To take criminology from learning in the classroom into a vocational aspiration and reality.
Criminology is a subject which combines elements of Law, Sociology and Psychology to look at different aspects of crime; including types of crime, why people commit crime and ways in which crime is dealt with.

Through the study of Criminology at Aylesford School students will achieve their potential and acquire the skills required for:

  • Independent learning and development
  • a range of generic and transferable skills
  • the ability to solve problems
  • the skills of project based research, development and presentation so important in the work place
  • the fundamental ability to work alongside other professionals, in a professional environment
  • the ability to apply learning in vocational contexts

Changing Awareness of Crime

  • Not all types of crime are alike. What different types of crime take place in our society?
  • What kinds of crime exist about which we know very little, or which are simply not reported to the police and the media?
  • How do we explain people’s reluctance to come forward about crimes of which they have been the victim?
  • Some crimes which seem inoffensive, such as counterfeiting of designer goods, have actually been linked to the funding of more serious crime such as terrorism and people trafficking; so why do people turn a ‘blind eye’ to these ‘mild’ crimes?
  • What methods have governments and other agencies used to raise social awareness of these crimes?/

Criminological Theories

  • How do we decide what behaviour is criminal?
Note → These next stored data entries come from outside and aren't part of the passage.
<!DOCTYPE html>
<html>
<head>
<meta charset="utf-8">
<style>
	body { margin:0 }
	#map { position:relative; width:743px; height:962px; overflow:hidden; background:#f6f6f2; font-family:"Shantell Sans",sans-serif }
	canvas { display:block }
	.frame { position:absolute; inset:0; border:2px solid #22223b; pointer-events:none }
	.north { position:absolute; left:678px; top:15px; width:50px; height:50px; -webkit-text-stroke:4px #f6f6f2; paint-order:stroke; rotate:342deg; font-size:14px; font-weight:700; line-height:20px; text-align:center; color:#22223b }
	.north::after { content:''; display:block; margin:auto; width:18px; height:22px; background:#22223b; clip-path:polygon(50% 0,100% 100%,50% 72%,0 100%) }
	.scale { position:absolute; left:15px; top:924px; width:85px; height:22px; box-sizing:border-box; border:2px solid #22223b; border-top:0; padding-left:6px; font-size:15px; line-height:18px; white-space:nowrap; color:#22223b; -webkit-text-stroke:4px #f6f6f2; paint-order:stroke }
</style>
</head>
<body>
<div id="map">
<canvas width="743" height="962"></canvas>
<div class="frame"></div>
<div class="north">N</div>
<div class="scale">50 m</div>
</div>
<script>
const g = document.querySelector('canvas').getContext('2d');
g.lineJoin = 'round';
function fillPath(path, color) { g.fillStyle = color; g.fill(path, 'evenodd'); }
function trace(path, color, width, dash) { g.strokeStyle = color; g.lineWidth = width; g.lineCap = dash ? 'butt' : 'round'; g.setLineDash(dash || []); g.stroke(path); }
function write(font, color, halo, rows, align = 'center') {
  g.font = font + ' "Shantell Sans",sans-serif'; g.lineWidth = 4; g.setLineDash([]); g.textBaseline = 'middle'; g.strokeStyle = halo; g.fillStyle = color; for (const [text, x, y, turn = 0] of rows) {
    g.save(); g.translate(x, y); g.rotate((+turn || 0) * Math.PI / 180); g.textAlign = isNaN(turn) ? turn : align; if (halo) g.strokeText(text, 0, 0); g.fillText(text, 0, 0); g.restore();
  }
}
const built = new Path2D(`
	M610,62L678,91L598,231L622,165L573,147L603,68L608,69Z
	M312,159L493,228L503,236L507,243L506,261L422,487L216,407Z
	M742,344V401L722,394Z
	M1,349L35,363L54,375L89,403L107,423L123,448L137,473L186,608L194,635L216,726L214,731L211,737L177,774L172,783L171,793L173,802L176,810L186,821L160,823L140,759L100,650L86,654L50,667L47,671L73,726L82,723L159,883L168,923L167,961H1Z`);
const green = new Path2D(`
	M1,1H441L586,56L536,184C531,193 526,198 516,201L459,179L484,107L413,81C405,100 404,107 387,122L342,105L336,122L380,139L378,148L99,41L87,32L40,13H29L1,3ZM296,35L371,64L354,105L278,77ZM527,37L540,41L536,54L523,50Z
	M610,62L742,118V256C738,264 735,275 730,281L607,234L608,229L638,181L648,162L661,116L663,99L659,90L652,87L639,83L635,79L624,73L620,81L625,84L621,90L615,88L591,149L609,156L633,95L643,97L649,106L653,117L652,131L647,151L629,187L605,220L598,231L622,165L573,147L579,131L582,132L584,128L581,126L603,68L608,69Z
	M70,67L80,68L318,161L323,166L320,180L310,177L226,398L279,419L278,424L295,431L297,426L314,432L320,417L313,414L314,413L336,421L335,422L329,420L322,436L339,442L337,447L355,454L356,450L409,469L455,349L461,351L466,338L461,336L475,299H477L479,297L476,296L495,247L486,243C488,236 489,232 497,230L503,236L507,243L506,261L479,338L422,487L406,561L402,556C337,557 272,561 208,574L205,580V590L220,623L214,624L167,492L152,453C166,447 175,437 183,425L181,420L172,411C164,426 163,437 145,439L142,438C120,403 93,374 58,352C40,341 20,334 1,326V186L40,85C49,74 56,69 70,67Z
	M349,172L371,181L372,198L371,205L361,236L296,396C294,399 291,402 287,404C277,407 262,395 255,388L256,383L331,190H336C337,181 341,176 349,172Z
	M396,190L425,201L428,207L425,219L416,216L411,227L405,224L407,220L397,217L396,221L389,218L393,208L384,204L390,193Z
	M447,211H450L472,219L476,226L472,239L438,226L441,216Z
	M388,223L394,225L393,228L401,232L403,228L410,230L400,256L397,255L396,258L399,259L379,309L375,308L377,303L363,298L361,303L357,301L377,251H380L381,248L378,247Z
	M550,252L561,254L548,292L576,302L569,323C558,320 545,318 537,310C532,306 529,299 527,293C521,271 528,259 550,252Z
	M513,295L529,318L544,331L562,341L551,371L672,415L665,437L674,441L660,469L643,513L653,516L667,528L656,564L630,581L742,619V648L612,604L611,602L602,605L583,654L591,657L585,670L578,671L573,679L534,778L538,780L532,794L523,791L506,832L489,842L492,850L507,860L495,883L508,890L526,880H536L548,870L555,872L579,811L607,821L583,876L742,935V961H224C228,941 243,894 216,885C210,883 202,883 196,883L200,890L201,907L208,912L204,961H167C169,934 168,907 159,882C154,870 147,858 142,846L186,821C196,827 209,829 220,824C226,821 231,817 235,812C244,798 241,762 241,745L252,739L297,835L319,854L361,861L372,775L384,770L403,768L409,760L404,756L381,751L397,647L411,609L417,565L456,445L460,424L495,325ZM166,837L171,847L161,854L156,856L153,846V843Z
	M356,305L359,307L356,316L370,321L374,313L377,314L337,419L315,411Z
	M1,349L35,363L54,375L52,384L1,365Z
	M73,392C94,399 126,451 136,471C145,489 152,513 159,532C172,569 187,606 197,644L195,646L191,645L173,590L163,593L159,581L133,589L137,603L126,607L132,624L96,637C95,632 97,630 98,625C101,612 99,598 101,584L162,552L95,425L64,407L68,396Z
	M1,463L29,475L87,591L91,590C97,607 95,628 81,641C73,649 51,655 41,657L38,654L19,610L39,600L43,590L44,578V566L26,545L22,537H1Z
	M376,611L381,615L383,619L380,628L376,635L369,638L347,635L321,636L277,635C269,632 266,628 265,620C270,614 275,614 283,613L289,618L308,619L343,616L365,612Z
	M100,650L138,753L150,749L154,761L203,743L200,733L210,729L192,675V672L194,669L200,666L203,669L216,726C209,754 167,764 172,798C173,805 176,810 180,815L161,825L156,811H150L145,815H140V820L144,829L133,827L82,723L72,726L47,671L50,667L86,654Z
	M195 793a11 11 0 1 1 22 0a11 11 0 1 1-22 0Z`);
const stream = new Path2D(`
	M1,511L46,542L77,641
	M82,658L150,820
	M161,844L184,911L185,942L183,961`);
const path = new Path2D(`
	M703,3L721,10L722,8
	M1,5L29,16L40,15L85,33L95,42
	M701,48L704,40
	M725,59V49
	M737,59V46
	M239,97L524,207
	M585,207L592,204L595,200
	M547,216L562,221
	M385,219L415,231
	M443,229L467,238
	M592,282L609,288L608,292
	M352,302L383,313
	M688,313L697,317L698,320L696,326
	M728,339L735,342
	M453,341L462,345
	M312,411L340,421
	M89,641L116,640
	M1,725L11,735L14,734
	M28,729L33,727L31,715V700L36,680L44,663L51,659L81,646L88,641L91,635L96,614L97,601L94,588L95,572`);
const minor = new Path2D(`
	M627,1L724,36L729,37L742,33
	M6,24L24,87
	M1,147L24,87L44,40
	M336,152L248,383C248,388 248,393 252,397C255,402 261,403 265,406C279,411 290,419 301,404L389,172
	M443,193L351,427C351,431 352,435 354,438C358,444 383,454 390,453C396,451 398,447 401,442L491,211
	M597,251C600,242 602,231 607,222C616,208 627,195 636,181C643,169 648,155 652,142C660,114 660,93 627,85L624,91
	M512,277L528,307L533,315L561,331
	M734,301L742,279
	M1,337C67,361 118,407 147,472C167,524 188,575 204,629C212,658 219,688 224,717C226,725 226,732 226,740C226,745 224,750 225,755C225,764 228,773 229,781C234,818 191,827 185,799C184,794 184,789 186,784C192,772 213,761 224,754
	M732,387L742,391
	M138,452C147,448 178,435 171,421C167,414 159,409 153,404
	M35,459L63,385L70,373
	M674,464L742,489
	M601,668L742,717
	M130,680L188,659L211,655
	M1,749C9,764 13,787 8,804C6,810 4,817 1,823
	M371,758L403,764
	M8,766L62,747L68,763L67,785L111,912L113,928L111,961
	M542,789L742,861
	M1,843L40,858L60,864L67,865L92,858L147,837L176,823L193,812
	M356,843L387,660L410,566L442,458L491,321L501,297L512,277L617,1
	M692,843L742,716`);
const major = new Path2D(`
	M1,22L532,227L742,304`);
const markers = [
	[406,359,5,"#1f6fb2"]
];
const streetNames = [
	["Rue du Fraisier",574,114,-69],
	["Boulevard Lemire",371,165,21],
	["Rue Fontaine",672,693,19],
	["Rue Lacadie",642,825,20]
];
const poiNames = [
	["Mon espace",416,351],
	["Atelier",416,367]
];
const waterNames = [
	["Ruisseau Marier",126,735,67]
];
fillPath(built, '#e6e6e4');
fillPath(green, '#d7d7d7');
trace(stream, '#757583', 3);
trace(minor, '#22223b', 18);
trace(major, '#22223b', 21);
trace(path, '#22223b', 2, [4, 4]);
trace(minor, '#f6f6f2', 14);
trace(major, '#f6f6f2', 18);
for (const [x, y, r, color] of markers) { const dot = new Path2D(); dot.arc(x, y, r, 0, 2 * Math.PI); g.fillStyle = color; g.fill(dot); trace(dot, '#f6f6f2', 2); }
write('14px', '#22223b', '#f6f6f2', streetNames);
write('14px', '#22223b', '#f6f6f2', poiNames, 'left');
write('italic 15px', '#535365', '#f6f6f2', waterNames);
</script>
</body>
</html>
What is the difference between criminal behaviour and deviance?
  • How do we explain why people commit crime? What makes someone a serial killer, or abusive to their own families?
  • Criminologists have produced theoretical explanations of why people commit crime, but which is the most useful?
  • Are these theories relevant to all types of crime? What can we learn from the strengths and weaknesses of each?
  • How can these theories be applied to real life scenarios and real life crimes?
  • Knowing about the different types of crime and the criminological approaches to theory will give you a sharper insight into the kind of thinking used by experts and politicians to explain crime and criminality

Crime Scene to Courtroom

  • What are the roles of personnel involved when a crime is detected?
  • What investigative techniques are available to investigators to help to identify the culprit?
  • Do techniques differ depending on the type of crime being investigated?
  • What happens to a suspect once charged by the police and the Crown Prosecution Service (CPS)?
  • What safeguards are in place to ensure a suspect has a fair trial?
  • The criminal trial process involves many different people and agencies. Learning about the roles of these will give you a clearer insight into what happens once a crime is detected and the process that leads to either a guilty or non-guilty verdict.

Crime and Punishment

  • Why do most of us tend to obey the law even when to do so is against our own interests?
  • What social institutions have we developed to ensure that people do obey laws?
  • What happens to those who violate our legal system? Why do we punish people?
  • How do we punish people?
  • What organisations do we have in our society to control criminality or those who will not abide by the social rules that most of us follow?
  • We spend a great deal of taxpayers’ money on social control, so how effective are these organisations in dealing with criminality?